Labour's vision for Scotland seemed to consist of refusing to think about any alternative to cuts and mandatory prison sentences for carrying a knife. I guess that combination of authoritarianism and abandonment of public services is nothing new but in a field where voters actually had an alternative non-Tory party of government it just would not wash.

I was stunned by Labour's refusal to even talk about tackling the cuts in any meaningful way. There wasn't even any hot and meaningless rhetoric, which could have gone down pretty nicely had Labour wanted to win, which I guess they didn't.

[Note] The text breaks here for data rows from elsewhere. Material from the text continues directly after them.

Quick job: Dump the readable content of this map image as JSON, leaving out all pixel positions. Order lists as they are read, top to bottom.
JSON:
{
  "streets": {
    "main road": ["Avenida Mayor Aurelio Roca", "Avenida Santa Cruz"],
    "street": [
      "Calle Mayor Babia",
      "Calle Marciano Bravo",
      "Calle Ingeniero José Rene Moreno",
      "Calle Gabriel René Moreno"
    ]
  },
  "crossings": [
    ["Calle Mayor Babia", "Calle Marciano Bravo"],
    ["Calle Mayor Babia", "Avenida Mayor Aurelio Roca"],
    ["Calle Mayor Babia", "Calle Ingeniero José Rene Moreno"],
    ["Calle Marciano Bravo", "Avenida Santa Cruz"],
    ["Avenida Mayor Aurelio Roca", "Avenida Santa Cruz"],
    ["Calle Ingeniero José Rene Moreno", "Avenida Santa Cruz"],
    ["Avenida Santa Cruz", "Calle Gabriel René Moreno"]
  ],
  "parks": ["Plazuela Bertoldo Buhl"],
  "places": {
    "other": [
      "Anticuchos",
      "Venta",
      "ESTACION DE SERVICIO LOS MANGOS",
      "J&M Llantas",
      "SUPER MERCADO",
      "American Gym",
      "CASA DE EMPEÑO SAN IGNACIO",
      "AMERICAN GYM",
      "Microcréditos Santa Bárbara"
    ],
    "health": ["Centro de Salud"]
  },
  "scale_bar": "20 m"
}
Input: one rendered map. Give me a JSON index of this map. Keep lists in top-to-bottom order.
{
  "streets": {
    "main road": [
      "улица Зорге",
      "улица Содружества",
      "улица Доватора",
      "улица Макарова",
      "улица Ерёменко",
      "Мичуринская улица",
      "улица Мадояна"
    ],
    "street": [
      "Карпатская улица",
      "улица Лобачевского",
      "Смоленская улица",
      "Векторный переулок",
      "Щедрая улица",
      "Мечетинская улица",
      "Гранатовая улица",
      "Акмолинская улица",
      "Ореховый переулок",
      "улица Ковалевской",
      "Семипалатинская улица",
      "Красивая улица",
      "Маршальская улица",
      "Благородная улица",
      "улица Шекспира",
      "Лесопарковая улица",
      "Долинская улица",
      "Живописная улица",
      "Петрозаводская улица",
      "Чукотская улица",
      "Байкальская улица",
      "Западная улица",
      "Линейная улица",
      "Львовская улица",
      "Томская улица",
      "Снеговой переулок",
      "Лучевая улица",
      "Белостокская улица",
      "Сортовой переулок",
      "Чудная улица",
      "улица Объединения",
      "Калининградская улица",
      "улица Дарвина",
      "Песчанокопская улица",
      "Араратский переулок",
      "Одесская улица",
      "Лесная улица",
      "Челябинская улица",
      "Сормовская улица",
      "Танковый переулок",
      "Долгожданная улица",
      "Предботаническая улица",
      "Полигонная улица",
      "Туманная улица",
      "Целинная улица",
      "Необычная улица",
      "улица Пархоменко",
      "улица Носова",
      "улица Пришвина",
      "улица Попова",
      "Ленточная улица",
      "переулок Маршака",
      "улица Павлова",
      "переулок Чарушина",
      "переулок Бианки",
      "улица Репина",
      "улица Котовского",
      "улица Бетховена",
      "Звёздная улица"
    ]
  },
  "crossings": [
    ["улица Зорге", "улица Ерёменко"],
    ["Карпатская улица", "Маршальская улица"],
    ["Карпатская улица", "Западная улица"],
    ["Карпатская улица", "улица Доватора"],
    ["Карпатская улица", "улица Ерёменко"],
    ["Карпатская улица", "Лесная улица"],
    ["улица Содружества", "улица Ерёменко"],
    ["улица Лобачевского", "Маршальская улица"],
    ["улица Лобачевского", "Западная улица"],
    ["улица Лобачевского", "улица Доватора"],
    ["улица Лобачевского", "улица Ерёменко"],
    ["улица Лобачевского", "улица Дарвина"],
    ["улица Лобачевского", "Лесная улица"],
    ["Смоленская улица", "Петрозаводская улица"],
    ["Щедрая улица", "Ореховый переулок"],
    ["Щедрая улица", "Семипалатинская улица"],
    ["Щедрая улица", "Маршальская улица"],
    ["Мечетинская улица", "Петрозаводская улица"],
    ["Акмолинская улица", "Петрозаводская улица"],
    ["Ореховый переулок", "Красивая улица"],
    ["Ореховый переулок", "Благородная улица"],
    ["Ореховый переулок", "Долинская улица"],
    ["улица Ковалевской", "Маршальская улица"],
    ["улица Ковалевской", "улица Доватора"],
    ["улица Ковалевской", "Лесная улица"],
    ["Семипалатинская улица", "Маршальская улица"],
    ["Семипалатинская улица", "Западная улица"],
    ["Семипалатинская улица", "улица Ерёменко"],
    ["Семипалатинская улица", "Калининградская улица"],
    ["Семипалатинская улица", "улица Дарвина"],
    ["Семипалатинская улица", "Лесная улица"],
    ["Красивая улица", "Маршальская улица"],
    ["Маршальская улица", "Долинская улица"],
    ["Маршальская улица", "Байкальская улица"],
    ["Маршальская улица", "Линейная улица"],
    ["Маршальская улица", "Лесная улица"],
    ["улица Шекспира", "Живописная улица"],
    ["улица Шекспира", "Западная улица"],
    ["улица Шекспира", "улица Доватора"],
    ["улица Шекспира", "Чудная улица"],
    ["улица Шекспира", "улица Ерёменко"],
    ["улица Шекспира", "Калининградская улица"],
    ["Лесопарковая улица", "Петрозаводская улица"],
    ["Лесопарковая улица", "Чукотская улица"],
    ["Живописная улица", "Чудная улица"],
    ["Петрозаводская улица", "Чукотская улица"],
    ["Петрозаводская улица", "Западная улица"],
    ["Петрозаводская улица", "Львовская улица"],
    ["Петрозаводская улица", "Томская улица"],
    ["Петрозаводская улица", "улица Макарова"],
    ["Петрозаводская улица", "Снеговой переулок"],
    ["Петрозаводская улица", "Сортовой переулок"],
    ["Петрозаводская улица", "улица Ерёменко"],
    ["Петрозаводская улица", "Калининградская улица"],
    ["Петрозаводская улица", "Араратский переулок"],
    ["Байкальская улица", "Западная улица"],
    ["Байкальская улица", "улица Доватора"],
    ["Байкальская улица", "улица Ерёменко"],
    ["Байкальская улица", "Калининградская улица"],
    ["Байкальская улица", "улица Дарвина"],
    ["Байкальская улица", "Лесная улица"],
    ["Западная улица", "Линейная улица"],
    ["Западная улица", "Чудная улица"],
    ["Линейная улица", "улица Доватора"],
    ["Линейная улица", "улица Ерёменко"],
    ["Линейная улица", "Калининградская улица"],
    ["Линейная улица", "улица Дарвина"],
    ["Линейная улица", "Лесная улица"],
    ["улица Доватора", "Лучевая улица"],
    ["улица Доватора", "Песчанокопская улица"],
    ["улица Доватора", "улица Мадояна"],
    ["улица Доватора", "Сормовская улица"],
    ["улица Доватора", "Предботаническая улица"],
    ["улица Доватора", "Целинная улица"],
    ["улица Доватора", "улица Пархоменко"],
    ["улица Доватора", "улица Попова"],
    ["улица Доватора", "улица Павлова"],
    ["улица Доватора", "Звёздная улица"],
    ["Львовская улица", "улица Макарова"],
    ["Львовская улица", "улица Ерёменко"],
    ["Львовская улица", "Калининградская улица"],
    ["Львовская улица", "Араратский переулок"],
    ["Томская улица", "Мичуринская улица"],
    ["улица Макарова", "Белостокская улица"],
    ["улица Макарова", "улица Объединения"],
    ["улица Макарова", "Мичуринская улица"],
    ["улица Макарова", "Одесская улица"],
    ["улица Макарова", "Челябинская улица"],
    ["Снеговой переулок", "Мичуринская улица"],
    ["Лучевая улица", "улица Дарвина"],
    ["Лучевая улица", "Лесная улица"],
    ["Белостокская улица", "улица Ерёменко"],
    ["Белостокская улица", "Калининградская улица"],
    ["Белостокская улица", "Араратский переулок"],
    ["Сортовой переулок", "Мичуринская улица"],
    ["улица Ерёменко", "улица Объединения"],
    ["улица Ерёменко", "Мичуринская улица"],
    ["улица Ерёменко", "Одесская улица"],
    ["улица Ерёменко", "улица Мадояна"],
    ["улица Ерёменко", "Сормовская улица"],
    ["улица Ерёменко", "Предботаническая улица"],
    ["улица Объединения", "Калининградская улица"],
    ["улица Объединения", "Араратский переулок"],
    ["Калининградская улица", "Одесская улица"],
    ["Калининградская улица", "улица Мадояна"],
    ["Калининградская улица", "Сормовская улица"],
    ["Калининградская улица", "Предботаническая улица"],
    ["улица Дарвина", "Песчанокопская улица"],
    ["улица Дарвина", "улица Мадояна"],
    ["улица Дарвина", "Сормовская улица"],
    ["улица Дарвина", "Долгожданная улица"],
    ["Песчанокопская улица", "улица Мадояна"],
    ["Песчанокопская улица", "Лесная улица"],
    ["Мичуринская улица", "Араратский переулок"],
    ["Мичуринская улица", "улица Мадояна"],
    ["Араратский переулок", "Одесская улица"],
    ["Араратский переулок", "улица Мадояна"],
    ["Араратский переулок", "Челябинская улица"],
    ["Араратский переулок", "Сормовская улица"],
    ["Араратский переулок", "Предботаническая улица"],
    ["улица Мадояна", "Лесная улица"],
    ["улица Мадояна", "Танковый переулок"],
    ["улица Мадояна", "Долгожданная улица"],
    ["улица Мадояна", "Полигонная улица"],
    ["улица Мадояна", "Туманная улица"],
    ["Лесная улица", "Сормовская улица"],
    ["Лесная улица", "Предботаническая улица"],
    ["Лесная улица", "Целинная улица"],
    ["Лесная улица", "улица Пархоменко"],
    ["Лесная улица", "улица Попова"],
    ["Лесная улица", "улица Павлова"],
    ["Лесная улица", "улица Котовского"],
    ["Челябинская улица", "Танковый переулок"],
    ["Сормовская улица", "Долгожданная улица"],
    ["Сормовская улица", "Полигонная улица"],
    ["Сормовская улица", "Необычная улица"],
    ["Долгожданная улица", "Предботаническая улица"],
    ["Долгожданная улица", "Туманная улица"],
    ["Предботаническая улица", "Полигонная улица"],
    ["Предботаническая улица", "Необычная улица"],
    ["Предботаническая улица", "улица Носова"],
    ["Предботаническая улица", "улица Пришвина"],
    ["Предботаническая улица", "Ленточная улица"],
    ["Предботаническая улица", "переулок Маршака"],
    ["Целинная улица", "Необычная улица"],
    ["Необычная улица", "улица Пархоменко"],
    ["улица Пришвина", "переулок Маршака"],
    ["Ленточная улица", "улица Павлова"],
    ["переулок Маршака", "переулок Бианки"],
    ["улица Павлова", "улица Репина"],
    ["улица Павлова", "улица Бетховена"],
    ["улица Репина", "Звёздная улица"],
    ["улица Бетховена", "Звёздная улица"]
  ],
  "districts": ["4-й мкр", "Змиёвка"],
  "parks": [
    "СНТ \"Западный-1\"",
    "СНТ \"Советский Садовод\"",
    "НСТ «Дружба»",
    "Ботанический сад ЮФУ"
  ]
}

There were two turning points of note for me. Way back when Labour had the lead the SNP proposed a 'Tesco tax' on the 1% richest companies in order to offset public sector cuts. It was a good proposal universally opposed by Labour and the Coalition Parties prompting a widespread feeling that Labour et al were simply voting in the interests of their major donors.

The feeling that Labour were in the pockets of the rich was further entrenched by the fact their argument against the Tesco Tax was that this was a 'tax on jobs'. If they wanted to look identical to the Tories they were doing a fine job and I would not have been surprised if they'd come out with the 'trickle down effect' soon after. It was from that week that Labour started to flag in the polls.

The second turning point, which was far less avoidable, was when Iain Gray was confronted by anti-cuts protesters. It's a difficult situation to handle and I have *some* sympathy with Gray over this, but his choice to turn tail and hide in a sandwich shop became an overnight legend which genuinely started to define Labour's campaigning style, run away from anything difficult. People still raise this minor incident today, and it may well become Gray's legacy.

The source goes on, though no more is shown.